Start of Block
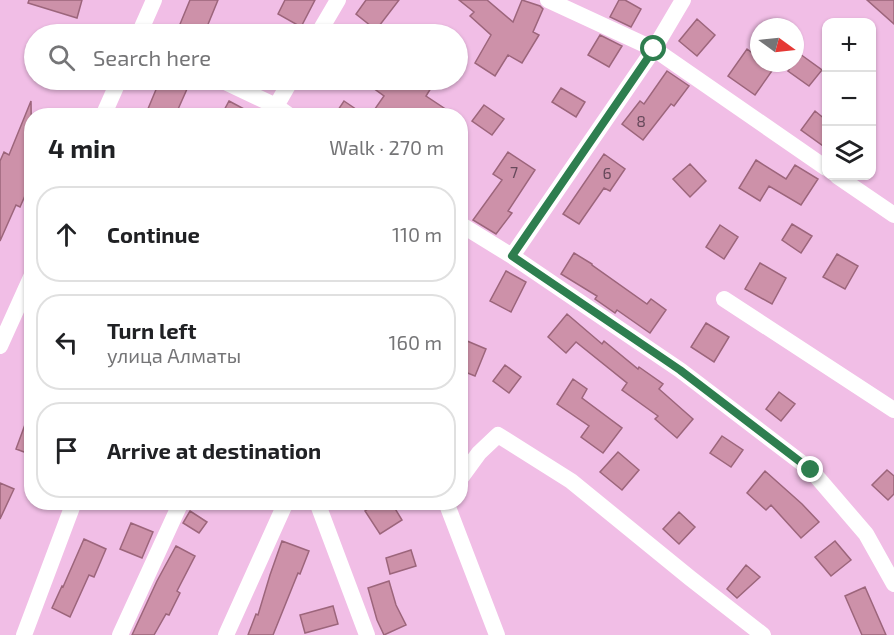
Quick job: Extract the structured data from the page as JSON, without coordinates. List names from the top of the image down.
{
  "house_numbers": ["8", "7", "6"],
  "north": "right",
  "page": {
    "map_buttons": ["+", "−"],
    "search": "Search here",
    "heading": ["4 min", "Walk · 270 m"],
    "list": [
      ["Continue", "110 m"],
      ["Turn left", "улица Алматы", "160 m"],
      "Arrive at destination"
    ]
  }
}
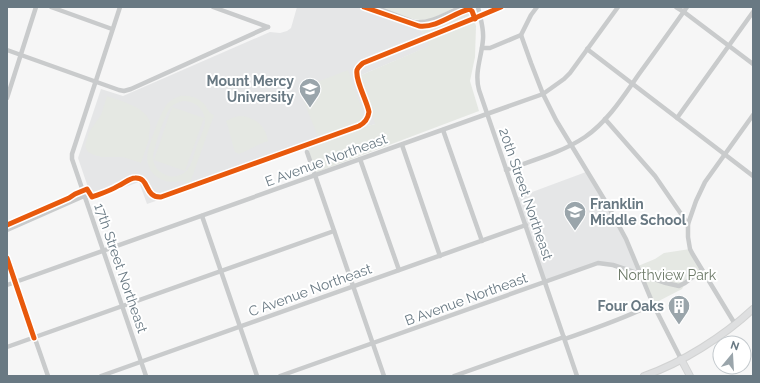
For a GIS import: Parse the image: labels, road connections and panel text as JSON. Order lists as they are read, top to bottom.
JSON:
{
  "streets": {
    "street": [
      "E Avenue Northeast",
      "20th Street Northeast",
      "17th Street Northeast",
      "C Avenue Northeast",
      "B Avenue Northeast"
    ]
  },
  "crossings": [
    ["E Avenue Northeast", "20th Street Northeast"],
    ["E Avenue Northeast", "17th Street Northeast"],
    ["20th Street Northeast", "C Avenue Northeast"],
    ["20th Street Northeast", "B Avenue Northeast"],
    ["17th Street Northeast", "C Avenue Northeast"]
  ],
  "parks": ["Northview Park"],
  "places": {
    "school or university": ["Mount Mercy University", "Franklin Middle School"],
    "building": ["Four Oaks"]
  },
  "north": "top"
}
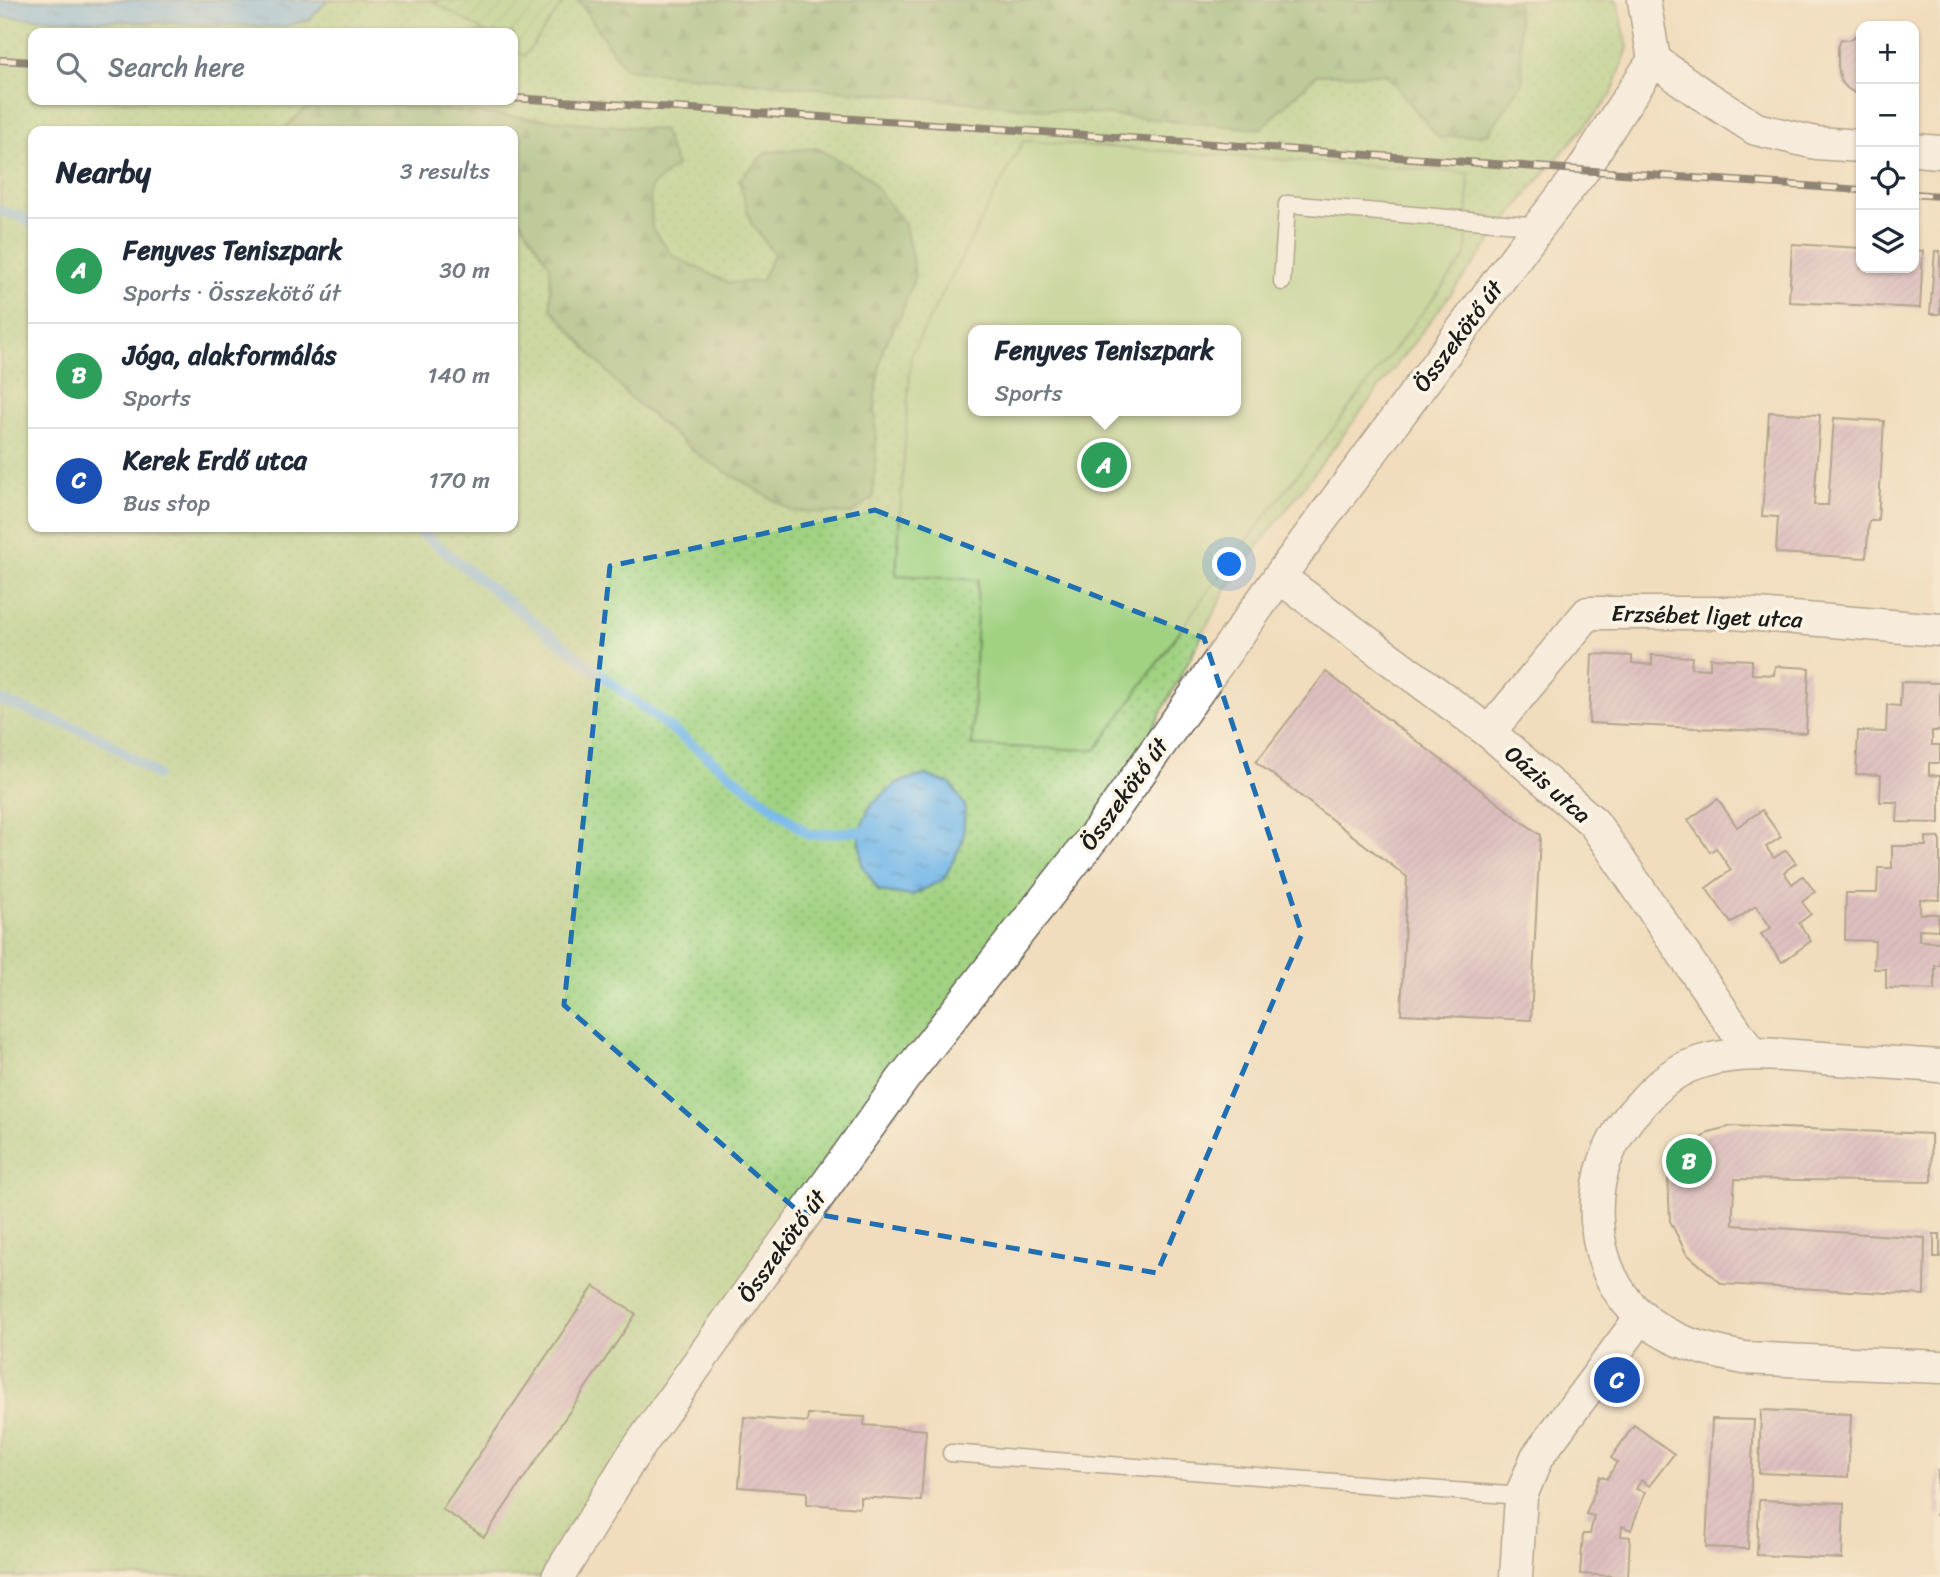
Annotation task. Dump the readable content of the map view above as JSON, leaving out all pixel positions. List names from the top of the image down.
{
  "streets": {
    "street": ["Összekötő út", "Erzsébet liget utca", "Oázis utca"]
  },
  "crossings": [
    ["Összekötő út", "Oázis utca"],
    ["Erzsébet liget utca", "Oázis utca"]
  ],
  "page": {
    "map_buttons": ["+", "−"],
    "search": "Search here",
    "heading": ["Nearby", "3 results"],
    "list": [
      {
        "mark": "A",
        "name": "Fenyves Teniszpark",
        "note": "Sports · Összekötő út",
        "value": "30 m"
      },
      {
        "mark": "B",
        "name": "Jóga, alakformálás",
        "note": "Sports",
        "value": "140 m"
      },
      {
        "mark": "C",
        "name": "Kerek Erdő utca",
        "note": "Bus stop",
        "value": "170 m"
      }
    ],
    "popup": ["Fenyves Teniszpark", "Sports"],
    "pins": ["A", "B", "C"]
  }
}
End of Block
*HOW TO COMPLETE THIS TASK*
Apart from the pictures, return the records exactly.

*FINISHED EXERCISE*
Quick job: Extract the structured data from the page as JSON, without coordinates. List names from the top of the image down.
{
  "house_numbers": ["8", "7", "6"],
  "north": "right",
  "page": {
    "map_buttons": ["+", "−"],
    "search": "Search here",
    "heading": ["4 min", "Walk · 270 m"],
    "list": [
      ["Continue", "110 m"],
      ["Turn left", "улица Алматы", "160 m"],
      "Arrive at destination"
    ]
  }
}
For a GIS import: Parse the image: labels, road connections and panel text as JSON. Order lists as they are read, top to bottom.
JSON:
{
  "streets": {
    "street": [
      "E Avenue Northeast",
      "20th Street Northeast",
      "17th Street Northeast",
      "C Avenue Northeast",
      "B Avenue Northeast"
    ]
  },
  "crossings": [
    ["E Avenue Northeast", "20th Street Northeast"],
    ["E Avenue Northeast", "17th Street Northeast"],
    ["20th Street Northeast", "C Avenue Northeast"],
    ["20th Street Northeast", "B Avenue Northeast"],
    ["17th Street Northeast", "C Avenue Northeast"]
  ],
  "parks": ["Northview Park"],
  "places": {
    "school or university": ["Mount Mercy University", "Franklin Middle School"],
    "building": ["Four Oaks"]
  },
  "north": "top"
}
Annotation task. Dump the readable content of the map view above as JSON, leaving out all pixel positions. List names from the top of the image down.
{
  "streets": {
    "street": ["Összekötő út", "Erzsébet liget utca", "Oázis utca"]
  },
  "crossings": [
    ["Összekötő út", "Oázis utca"],
    ["Erzsébet liget utca", "Oázis utca"]
  ],
  "page": {
    "map_buttons": ["+", "−"],
    "search": "Search here",
    "heading": ["Nearby", "3 results"],
    "list": [
      {
        "mark": "A",
        "name": "Fenyves Teniszpark",
        "note": "Sports · Összekötő út",
        "value": "30 m"
      },
      {
        "mark": "B",
        "name": "Jóga, alakformálás",
        "note": "Sports",
        "value": "140 m"
      },
      {
        "mark": "C",
        "name": "Kerek Erdő utca",
        "note": "Bus stop",
        "value": "170 m"
      }
    ],
    "popup": ["Fenyves Teniszpark", "Sports"],
    "pins": ["A", "B", "C"]
  }
}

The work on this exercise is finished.